Hi Everyone,
Im fairly new to optmodel, so this may be newbie question, but i've already spent alot of time on this and would appreciate greatly if you could help me out.
The objective:
I have two pools of clients that i am trying to pair based on some discreet criteria and their spend in a number of common weeks.
The objective is to find pairs that fulfill the criteria and minimize the sum of weekly differences between the pairs.
One client from each pool can be assigned to no more then one client from another pool.
The problem:
The code i wrote works fine as long as we have enough clients from the second pool to find a match for every client from the first pool. When that's not true, either due to the criteria, or simply not enough clients in pool 2 to find a match for every client in the pool1, the problems becomes infeasible.

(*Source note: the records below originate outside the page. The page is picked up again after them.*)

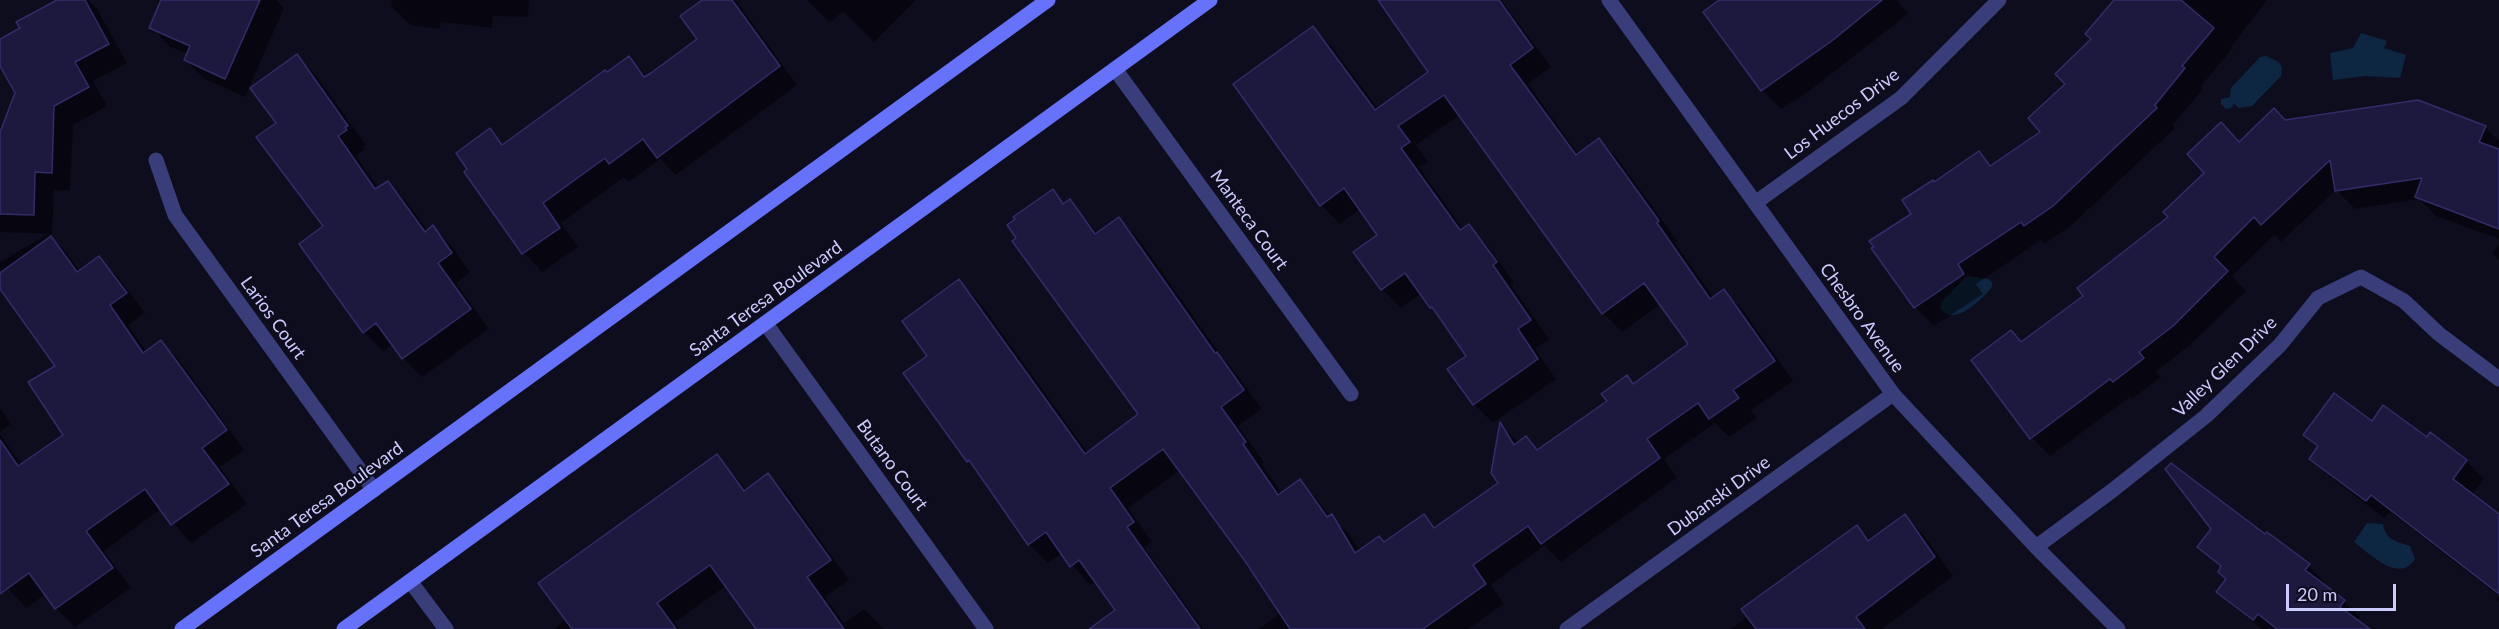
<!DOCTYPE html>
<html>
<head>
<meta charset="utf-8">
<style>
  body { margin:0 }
  #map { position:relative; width:2499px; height:629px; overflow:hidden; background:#0e0d1e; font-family:Lato,sans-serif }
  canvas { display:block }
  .scale { position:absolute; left:2286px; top:584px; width:110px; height:27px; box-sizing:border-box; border:3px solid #cccbfd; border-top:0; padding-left:8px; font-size:18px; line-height:21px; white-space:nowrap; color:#cccbfd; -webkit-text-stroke:4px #0e0d1e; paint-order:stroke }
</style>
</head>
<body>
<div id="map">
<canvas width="2499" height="629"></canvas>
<div class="scale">20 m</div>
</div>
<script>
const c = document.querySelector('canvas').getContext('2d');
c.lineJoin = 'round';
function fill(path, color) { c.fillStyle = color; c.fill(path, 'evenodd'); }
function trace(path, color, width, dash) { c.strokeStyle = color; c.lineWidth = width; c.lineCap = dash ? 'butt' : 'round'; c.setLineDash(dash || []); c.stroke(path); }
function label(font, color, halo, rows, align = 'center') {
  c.font = font + ' Lato,sans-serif'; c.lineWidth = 4.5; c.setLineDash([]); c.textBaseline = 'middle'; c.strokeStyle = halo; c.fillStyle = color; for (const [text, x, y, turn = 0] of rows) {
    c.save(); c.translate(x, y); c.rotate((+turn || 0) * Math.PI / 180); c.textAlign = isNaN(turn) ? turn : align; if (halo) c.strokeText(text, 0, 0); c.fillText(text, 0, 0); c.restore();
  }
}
const water = new Path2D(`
  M2361,33L2387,41L2384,48L2406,55L2400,78L2366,76L2333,80L2330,53L2353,48Z
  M2266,56L2279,62L2282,68L2281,76L2252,106L2239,108L2234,104L2231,108L2226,109L2221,104V99L2230,97L2231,88L2260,57Z
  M1967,276L1988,279L1992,282V287C1983,298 1953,329 1940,308L1942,301Z
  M2367,523L2383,524C2385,539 2397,542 2410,546L2415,559C2399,584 2370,554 2354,542Z`);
const shadow = new Path2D(`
  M60,0H88L97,9L127,63L93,81L107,106L73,125L70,191L54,190L52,234H48L67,253L80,271L99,258L118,277L145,313L128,325L147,352L161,342L180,361L244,450L220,467L247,504L191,543L161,509L104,551L131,588L75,627L56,608L46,594L26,608L0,580V434L22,465L85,461L57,366L0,286V262L48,234L0,232V126H4L16,93L0,63V41L22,29Z
  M163,0H276L284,8L245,97L205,79L185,60L188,54L170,47L151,27Z
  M392,0H529L528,17L493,16L492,28L441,22L440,29L410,25L391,6Z
  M705,0H736L797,85L676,175L660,159L629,182L624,177L561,223L578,247L542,272L524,253L466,172L490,130L505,145L629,58L648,77L699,40Z
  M807,0H916L874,42L843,11L830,23Z
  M1380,0H1501L1551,67L1528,84L1579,155L1599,140L1618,159L1677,241L1675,243L1714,298L1724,291L1743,310L1793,381L1751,410L1757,418L1729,437L1715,423L1664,459L1677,478L1561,562L1544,546L1491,585L1504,604L1468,629H1259L1281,613L1180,470L1128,508L1152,542L1144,547L1203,629H1103L1117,611L1096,581L1090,585L1062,553L1048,563L1029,544L976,469L968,461L929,357L959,281L978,300L1088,453L1140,414L1053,191L1065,204L1069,201L1099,234L1119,219L1138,238L1225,361L1236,373L1262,409L1238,426L1264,462L1261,463L1282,494L1299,481L1318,500L1330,517L1350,535L1360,551L1385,543L1424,516L1436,528L1500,483L1501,425L1519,443L1526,438L1539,450L1609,402L1627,377L1635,385L1690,344L1661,304L1622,332L1603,313L1460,115L1416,145L1428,162L1419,167L1463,229L1468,226L1487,245L1514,282L1511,285L1549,339L1535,349L1556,379L1493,423L1474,404L1468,356L1440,317L1421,294L1401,308L1382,289L1379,236L1360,209L1340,224L1321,205L1313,28L1332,47L1378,109L1430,72Z
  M1722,0H1897L1908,14L1804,95L1781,109L1762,90Z
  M2116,0H2267L2231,47L2233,48L2201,86L2203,89L2173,125L2175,128L2072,225L2044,244L2041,240L1976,284L1983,294L1934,326L1915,307L1913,214L1934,183L1979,153L1992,166L2043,132L2067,84Z
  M297,56L316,75L366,145L363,147L365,149L356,156L379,189L388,183L407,202L428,231L433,227L452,246L470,273L456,283L489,329L422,377L403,358L393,344L383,351L364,332L326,226L278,124Z
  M2286,122L2485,127L2499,141V239L2436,216L2419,199L2355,209L2336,190L2281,242L2274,235L2232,276L2246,291L2191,344L2156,372L2161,377L2132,399L2130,397L2050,456L2032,438L2011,332L2022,343L2085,296L2170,217L2239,143Z
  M2499,244V260L2492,253Z
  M0,408L11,424L0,432Z
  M2372,423L2427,439L2431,434L2466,461L2484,479L2472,495L2499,515V602L2496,599L2499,596L2390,512L2384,518L2329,476L2311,458L2318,448L2305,435Z
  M717,456L747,490L768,475L787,494L849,580L825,597L844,623L864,609L884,629H758L726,586L675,622L679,629H554L566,619Z
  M1905,516L1923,534L1953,576L1882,629H1731L1857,527L1870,541Z
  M2267,535L2309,566L2324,581L2322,584L2344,602L2360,617L2357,621L2367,629H2262L2234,607L2218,591L2227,580L2222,568L2199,547Z`);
const building = new Path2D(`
  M57,0H85L109,44L75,62L89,87L54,106L52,173L35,172L34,215L0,214V132L15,93L0,66V39L20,28L16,22Z
  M161,0H260L225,79L184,60L190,46L149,28Z
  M702,0H732L780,66L657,158L643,139L609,164L605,158L543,203L560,228L522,254L464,172L467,169L456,153L490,128L502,145L605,70L607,72L629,56L644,77L651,73L697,39L680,16Z
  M1378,0H1499L1533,48L1510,65L1576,155L1599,138L1659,221L1657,223L1710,299L1724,289L1775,361L1733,390L1739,398L1709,419L1698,403L1647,439L1660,458L1541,544L1528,526L1473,565L1486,584L1423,629H1290L1245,561L1163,449L1110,488L1134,522L1127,527L1200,629H1089L1115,610L1079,560L1070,567L1046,532L1028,545L969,460L967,462L903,373L927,356L902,321L959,279L1085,454L1138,414L1012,241L1016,238L1007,225L1015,219L1013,217L1053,189L1063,204L1070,199L1095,234L1119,217L1215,353L1217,352L1244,390L1221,407L1246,442L1243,444L1278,495L1300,479L1327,517L1332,514L1355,553L1379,536L1384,542L1424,514L1434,528L1498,483L1491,473L1500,422L1514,445L1526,436L1537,450L1607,401L1601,394L1627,375L1633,384L1688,344L1644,283L1602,314L1444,95L1398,126L1410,142L1401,148L1460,230L1469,224L1497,262L1493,265L1531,320L1518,329L1538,359L1473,405L1447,369L1466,356L1432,307L1430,308L1405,273L1381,290L1353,252L1377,235L1344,188L1320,206L1233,84L1313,26L1375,110L1428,72Z
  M1719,0H1882L1833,40L1761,91L1703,12Z
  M2114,0H2181L2214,28L2182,66L2185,68L2155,105L2157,108L2053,206L2024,226L2021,222L1958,264L1964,274L1914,308L1871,248L1874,247L1869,241L1911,214L1902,200L1933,180L1934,182L1979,151L1990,166L2040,132L2028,118L2065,84L2055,74L2091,39L2085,34Z
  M297,54L348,126L345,127L347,130L338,136L375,189L388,181L425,232L433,225L452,253L438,263L471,309L402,359L376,323L363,333L299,244L323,226L256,137L276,123L250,88Z
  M2418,100L2486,126L2479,142L2499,149V229L2415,197L2422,178L2335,191L2330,160L2261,225L2254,217L2214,257L2228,271L2173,326L2139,352L2144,358L2113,382L2110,379L2030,439L1971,360L2011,330L2021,342L2083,296L2077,288L2168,217L2163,212L2204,173L2187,154L2221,122L2239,142L2274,108L2285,120Z
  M51,236L77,272L99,256L127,293L110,305L143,353L161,340L227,430L202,448L229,484L171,525L145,489L86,531L113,568L55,609L29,573L0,594V440L18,466L63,435L28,382L55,366L0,289V273Z
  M2334,393L2372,421L2383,405L2427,437L2430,432L2467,460L2453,479L2499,514V594L2371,495L2366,501L2309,459L2318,446L2303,435Z
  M717,454L744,491L768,473L831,560L807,577L844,629H756L710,565L657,603L676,629H572L538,583Z
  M2171,463L2265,534L2267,532L2310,564L2305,570L2345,600L2340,607L2370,629H2277L2258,614L2253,620L2216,592L2226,579L2218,572L2221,566L2197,547L2211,529L2165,469Z
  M1905,514L1935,557L1856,617L1865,629H1756L1741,609L1857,525L1868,541Z`);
const minor = new Path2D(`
  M1609,0L1893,394L2036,547L2118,629
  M1115,69L1351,394
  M156,160L175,215L374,490
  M1755,203L1901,98L1999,0
  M766,324L986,629
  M2036,547L2113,490L2206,416L2280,345L2318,298L2361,277L2404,301L2439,334L2499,379
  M410,581L446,629
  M1567,629L1893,394`);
const secondary = new Path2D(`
  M182,629L1048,0
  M344,629L1210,0`);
const streetNames = [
  ["Los Huecos Drive",1842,114,-37],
  ["Manteca Court",1249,220,54],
  ["Santa Teresa Boulevard",766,299,-36],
  ["Larios Court",273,318,54],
  ["Chesbro Avenue",1862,318,54],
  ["Valley Glen Drive",2225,367,-44],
  ["Butano Court",892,465,54],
  ["Dubanski Drive",1719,496,-36],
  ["Santa Teresa Boulevard",327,500,-36]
];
fill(water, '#0d2641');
fill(shadow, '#0007');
fill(building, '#1d193e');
trace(building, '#322c69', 1.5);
trace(minor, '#393e7b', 15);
trace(secondary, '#6672fa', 15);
label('18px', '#cccbfd', '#0e0d1e', streetNames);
</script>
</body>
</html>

This is not the behavior i am trying to achieve - what i would like to see in a situtation when its impossible to find a match for all the clients from pool1 is matching the best possible ones(so the ones minimizing the sum of differnces) and leaving out the infeasible ones.
An example:
I have prepared a simplified version of the code im using, that i think clearly showcases the problem:
/*Creating Datasets*/
data weeks;
do week = 201801 to 201810;
output;
end;
run;
/*5 clients in the first pool*/
data clients1;
do client_id = 1 to 5;
output;
end;
run;
/*only 4 clients in the second pool*/
data clients2;
do client_id = 101 to 104;
output;
end;
run;
data sales;
do client_id = 1 to 5;
do week = 201801 to 201810;
flag="clients1";
spends=1000*ranuni(1000);
output;
end;
end;
do client_id = 101 to 104;
do week = 201801 to 201810;
flag="clients2";
spends=1000*ranuni(1000);
output;
end;
end;
run;
proc optmodel;
set weeks;
read data weeks into weeks = [week];
/*clients 1*/
set clients1;
read data clients1 into clients1 = [client_id];
/*clients 2 spends per week */
num spends1 {clients1, weeks} init 0;
read data sales(where=(flag="clients1")) nomiss into [client_id week] spends1=spends;
/*clients2*/
set clients2;
read data clients2 into clients2 = [client_id];
/*clients 2 spends per week */
num spends2 {clients2, weeks} init 0;
read data sales(where=(flag="clients2")) nomiss into [client_id week] spends2=spends;
/*clients 1,2 matrix*/
set clientpairs = {c1 in clients1, c2 in clients2};
/*calculating the sum of absolute differences for each possible c1,c2 combination*/
impvar diff {<c1,c2> in clientpairs} = sum{w in weeks} abs(spends1[c1,w] - spends2[c2,w]);
/*finding the combination that minimizes the total sum of differences*/
var match {clientpairs} binary;
min total_diff = sum{<c1,c2> in clientpairs} diff[c1,c2]*match[c1,c2];
/*each client1 is present once(here is the problem, but removing this contraint causes no pair to match - minimizes differences)*/
con one_c1_max {c1 in clients1}:
sum {<(c1),c2> in clientpairs} match[c1,c2] = 1;
/*each client2 can not be matched to more than 1 client1*/
con one_c2_max {c2 in clients2}:
sum {<c1,(c2)> in clientpairs} match[c1,c2] <= 1;
solve;
create data res(where =(match = 1)) from [client1 client2] = {clients1, clients2} match diff;
quit;
proc sql;
select * from res;
quit;
Let me know if everything is clear and how you would approach this problem.
Regards,
Jakub
EDIT: I see that the code doesnt display properly, ive attached the original version.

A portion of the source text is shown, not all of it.